> _Study material_:
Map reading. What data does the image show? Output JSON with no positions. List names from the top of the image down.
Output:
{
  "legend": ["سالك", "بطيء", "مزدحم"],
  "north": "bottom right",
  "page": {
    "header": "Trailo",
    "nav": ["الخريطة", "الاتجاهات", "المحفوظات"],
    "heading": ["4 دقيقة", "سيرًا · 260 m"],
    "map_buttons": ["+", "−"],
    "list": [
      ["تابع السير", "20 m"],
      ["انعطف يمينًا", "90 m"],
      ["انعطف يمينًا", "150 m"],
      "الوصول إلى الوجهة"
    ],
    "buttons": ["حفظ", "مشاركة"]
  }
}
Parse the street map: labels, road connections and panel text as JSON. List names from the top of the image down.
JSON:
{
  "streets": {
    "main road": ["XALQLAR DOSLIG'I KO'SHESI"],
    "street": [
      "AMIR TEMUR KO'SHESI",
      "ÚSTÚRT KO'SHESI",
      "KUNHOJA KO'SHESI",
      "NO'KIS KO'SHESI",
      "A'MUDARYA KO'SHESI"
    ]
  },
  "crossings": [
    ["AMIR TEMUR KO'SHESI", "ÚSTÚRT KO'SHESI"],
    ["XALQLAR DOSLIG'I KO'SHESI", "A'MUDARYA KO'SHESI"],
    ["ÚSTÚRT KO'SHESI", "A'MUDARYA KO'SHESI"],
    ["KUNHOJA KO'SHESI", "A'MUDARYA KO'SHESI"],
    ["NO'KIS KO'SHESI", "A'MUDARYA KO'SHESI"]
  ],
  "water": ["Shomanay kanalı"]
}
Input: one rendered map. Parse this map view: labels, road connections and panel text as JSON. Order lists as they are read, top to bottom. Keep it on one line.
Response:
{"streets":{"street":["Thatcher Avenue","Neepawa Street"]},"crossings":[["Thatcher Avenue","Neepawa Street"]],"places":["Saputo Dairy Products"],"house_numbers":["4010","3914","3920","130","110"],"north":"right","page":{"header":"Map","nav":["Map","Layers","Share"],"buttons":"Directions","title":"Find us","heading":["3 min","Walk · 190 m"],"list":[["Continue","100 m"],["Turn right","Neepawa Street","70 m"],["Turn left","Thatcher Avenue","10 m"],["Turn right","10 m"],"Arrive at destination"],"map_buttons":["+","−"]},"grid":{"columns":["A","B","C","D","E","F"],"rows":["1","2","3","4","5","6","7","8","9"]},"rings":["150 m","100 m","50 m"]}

> _What is needed_: Repeat word for word the lines running from the line containing "Parse the street" to the end of the entries above, inclusive.

> _Solution to the problem_:
Parse the street map: labels, road connections and panel text as JSON. List names from the top of the image down.
JSON:
{
  "streets": {
    "main road": ["XALQLAR DOSLIG'I KO'SHESI"],
    "street": [
      "AMIR TEMUR KO'SHESI",
      "ÚSTÚRT KO'SHESI",
      "KUNHOJA KO'SHESI",
      "NO'KIS KO'SHESI",
      "A'MUDARYA KO'SHESI"
    ]
  },
  "crossings": [
    ["AMIR TEMUR KO'SHESI", "ÚSTÚRT KO'SHESI"],
    ["XALQLAR DOSLIG'I KO'SHESI", "A'MUDARYA KO'SHESI"],
    ["ÚSTÚRT KO'SHESI", "A'MUDARYA KO'SHESI"],
    ["KUNHOJA KO'SHESI", "A'MUDARYA KO'SHESI"],
    ["NO'KIS KO'SHESI", "A'MUDARYA KO'SHESI"]
  ],
  "water": ["Shomanay kanalı"]
}
Input: one rendered map. Parse this map view: labels, road connections and panel text as JSON. Order lists as they are read, top to bottom. Keep it on one line.
Response:
{"streets":{"street":["Thatcher Avenue","Neepawa Street"]},"crossings":[["Thatcher Avenue","Neepawa Street"]],"places":["Saputo Dairy Products"],"house_numbers":["4010","3914","3920","130","110"],"north":"right","page":{"header":"Map","nav":["Map","Layers","Share"],"buttons":"Directions","title":"Find us","heading":["3 min","Walk · 190 m"],"list":[["Continue","100 m"],["Turn right","Neepawa Street","70 m"],["Turn left","Thatcher Avenue","10 m"],["Turn right","10 m"],"Arrive at destination"],"map_buttons":["+","−"]},"grid":{"columns":["A","B","C","D","E","F"],"rows":["1","2","3","4","5","6","7","8","9"]},"rings":["150 m","100 m","50 m"]}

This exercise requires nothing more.